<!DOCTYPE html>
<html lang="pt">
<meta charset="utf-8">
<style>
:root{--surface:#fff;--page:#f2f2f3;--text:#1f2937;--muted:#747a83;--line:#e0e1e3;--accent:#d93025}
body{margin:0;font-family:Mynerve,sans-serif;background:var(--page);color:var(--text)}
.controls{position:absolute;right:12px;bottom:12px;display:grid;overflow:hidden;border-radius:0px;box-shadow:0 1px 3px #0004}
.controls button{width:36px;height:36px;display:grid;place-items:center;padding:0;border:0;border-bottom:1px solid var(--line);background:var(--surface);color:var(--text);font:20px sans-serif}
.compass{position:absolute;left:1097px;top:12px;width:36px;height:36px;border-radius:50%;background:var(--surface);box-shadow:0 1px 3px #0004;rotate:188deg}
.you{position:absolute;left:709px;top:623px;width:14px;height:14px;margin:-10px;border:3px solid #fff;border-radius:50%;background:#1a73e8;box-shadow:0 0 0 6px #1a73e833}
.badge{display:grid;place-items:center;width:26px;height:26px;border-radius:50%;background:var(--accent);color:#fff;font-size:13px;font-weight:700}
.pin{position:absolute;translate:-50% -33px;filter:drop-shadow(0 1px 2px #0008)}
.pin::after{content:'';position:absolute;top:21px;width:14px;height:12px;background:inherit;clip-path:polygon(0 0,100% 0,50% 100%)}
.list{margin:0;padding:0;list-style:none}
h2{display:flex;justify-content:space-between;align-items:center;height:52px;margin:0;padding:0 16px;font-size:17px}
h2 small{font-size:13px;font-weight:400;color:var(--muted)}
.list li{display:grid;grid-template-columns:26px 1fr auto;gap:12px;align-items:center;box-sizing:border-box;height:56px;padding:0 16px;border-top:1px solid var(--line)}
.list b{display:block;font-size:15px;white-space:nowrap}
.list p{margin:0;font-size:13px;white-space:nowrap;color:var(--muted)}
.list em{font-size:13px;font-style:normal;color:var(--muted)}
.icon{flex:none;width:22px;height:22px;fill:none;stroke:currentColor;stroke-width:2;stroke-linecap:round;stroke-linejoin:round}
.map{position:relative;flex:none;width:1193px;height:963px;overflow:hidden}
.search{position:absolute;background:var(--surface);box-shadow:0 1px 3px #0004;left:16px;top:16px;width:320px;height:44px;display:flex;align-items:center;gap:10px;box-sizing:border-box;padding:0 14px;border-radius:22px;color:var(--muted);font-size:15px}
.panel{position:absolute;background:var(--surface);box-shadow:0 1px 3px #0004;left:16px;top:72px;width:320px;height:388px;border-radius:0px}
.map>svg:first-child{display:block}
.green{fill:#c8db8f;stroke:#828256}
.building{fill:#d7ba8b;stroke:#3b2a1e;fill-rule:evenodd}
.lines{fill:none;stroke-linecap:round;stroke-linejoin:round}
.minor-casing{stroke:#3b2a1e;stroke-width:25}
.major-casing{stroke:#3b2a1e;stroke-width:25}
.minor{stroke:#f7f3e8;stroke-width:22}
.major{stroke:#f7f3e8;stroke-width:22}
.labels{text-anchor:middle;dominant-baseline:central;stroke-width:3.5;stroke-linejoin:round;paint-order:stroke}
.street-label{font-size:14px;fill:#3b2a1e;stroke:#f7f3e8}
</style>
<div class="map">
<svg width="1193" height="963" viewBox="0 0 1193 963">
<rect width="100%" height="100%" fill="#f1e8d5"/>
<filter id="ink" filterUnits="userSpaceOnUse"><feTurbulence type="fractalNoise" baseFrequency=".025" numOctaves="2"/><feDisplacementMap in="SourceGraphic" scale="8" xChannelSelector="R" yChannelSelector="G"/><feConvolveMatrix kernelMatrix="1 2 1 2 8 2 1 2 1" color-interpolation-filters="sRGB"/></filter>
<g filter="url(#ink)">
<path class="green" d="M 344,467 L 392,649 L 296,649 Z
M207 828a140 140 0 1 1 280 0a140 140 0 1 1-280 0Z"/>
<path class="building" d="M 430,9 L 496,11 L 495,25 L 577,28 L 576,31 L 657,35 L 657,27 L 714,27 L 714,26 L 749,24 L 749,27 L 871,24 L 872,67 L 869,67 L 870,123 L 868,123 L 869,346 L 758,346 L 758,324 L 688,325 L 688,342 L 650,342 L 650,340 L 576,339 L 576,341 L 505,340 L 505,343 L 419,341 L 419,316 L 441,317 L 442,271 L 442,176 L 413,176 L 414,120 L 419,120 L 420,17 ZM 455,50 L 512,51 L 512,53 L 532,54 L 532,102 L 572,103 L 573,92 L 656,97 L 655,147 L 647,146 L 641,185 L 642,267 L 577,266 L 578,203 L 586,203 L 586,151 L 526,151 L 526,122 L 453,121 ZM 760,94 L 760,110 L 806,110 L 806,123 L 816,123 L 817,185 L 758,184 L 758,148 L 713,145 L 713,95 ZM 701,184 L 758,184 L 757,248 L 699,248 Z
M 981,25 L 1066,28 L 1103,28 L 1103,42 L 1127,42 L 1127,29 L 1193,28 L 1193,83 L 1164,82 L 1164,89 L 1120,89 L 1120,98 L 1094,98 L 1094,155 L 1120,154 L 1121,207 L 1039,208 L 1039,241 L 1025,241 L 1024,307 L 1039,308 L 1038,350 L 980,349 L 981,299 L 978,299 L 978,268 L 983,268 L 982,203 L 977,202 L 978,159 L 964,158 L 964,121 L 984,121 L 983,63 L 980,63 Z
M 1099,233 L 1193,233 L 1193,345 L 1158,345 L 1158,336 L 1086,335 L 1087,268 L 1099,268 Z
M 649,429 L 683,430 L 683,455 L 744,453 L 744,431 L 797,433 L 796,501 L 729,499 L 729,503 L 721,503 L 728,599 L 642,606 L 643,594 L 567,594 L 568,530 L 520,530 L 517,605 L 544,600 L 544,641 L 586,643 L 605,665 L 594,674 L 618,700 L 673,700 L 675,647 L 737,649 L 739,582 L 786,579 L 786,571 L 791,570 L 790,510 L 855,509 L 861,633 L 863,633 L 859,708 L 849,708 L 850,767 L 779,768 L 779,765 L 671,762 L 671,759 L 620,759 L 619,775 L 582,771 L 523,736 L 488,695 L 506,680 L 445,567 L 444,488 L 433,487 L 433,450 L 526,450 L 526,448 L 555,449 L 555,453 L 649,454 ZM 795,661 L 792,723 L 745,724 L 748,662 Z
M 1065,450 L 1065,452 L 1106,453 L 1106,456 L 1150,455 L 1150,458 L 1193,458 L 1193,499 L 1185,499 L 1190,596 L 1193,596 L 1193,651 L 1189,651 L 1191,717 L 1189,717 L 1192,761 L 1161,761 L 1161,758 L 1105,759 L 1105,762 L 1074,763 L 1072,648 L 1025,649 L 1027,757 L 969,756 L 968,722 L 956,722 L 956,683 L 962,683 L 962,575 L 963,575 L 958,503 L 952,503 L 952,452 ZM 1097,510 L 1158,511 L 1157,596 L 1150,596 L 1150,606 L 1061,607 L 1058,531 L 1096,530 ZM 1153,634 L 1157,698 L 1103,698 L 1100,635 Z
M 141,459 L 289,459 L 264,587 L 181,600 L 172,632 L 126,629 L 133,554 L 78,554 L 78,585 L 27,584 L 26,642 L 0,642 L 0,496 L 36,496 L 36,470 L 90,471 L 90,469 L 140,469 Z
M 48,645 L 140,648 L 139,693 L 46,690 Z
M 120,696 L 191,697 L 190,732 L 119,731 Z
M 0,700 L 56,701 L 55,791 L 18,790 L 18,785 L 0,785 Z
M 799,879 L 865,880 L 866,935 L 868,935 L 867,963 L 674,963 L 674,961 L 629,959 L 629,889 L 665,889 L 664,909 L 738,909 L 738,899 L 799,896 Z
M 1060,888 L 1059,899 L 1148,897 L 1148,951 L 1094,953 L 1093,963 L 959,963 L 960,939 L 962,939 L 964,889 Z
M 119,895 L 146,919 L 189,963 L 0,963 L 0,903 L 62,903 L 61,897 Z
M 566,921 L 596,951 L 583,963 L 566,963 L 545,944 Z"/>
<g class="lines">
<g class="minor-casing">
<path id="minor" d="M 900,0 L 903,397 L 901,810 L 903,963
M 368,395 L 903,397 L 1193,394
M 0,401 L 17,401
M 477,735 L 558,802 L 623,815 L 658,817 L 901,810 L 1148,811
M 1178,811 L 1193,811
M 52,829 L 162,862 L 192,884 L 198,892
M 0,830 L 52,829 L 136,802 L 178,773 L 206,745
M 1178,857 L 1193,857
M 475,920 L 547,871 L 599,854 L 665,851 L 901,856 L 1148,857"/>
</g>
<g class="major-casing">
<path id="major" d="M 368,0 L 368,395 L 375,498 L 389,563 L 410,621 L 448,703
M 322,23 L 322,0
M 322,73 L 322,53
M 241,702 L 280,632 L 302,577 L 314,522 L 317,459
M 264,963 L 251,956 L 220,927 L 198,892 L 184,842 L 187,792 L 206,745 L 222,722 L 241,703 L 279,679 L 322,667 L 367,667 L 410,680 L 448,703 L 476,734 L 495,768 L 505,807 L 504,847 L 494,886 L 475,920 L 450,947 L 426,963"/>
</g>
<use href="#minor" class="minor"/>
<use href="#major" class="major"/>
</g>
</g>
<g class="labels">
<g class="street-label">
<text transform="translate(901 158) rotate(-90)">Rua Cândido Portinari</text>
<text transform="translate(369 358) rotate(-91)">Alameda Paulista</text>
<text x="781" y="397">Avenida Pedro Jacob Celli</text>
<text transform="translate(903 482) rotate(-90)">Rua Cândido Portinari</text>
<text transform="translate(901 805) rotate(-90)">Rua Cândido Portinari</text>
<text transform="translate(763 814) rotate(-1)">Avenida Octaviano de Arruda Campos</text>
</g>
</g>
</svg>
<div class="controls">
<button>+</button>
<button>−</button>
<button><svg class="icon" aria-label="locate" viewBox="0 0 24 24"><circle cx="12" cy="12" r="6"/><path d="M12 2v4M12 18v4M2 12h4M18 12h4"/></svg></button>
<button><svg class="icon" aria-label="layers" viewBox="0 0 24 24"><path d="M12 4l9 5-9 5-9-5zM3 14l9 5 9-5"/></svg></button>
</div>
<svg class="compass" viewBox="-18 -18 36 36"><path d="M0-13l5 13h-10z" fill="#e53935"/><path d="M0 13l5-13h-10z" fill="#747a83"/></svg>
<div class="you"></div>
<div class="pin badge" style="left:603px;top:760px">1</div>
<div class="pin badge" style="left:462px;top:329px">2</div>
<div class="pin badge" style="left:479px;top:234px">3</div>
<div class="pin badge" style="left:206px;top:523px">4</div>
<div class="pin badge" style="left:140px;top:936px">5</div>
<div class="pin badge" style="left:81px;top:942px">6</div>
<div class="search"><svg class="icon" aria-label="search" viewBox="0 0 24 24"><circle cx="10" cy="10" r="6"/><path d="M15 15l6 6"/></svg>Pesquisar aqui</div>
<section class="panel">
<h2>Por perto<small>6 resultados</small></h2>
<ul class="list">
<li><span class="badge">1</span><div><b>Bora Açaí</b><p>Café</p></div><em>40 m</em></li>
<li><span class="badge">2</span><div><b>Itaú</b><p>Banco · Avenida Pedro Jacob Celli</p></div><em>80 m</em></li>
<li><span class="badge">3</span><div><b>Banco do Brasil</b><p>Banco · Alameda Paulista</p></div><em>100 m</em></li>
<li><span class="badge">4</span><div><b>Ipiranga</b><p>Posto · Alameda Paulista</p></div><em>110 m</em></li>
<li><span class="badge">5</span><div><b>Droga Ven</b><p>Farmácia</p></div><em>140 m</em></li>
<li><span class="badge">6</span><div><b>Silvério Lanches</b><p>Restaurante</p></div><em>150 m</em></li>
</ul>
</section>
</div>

WORK INSTRUCTIONS
Pull out all lines from the entries above that include the word "controls".

RESPONSE AREA
.controls{position:absolute;right:12px;bottom:12px;display:grid;overflow:hidden;border-radius:0px;box-shadow:0 1px 3px #0004}
.controls button{width:36px;height:36px;display:grid;place-items:center;padding:0;border:0;border-bottom:1px solid var(--line);background:var(--surface);color:var(--text);font:20px sans-serif}
<div class="controls">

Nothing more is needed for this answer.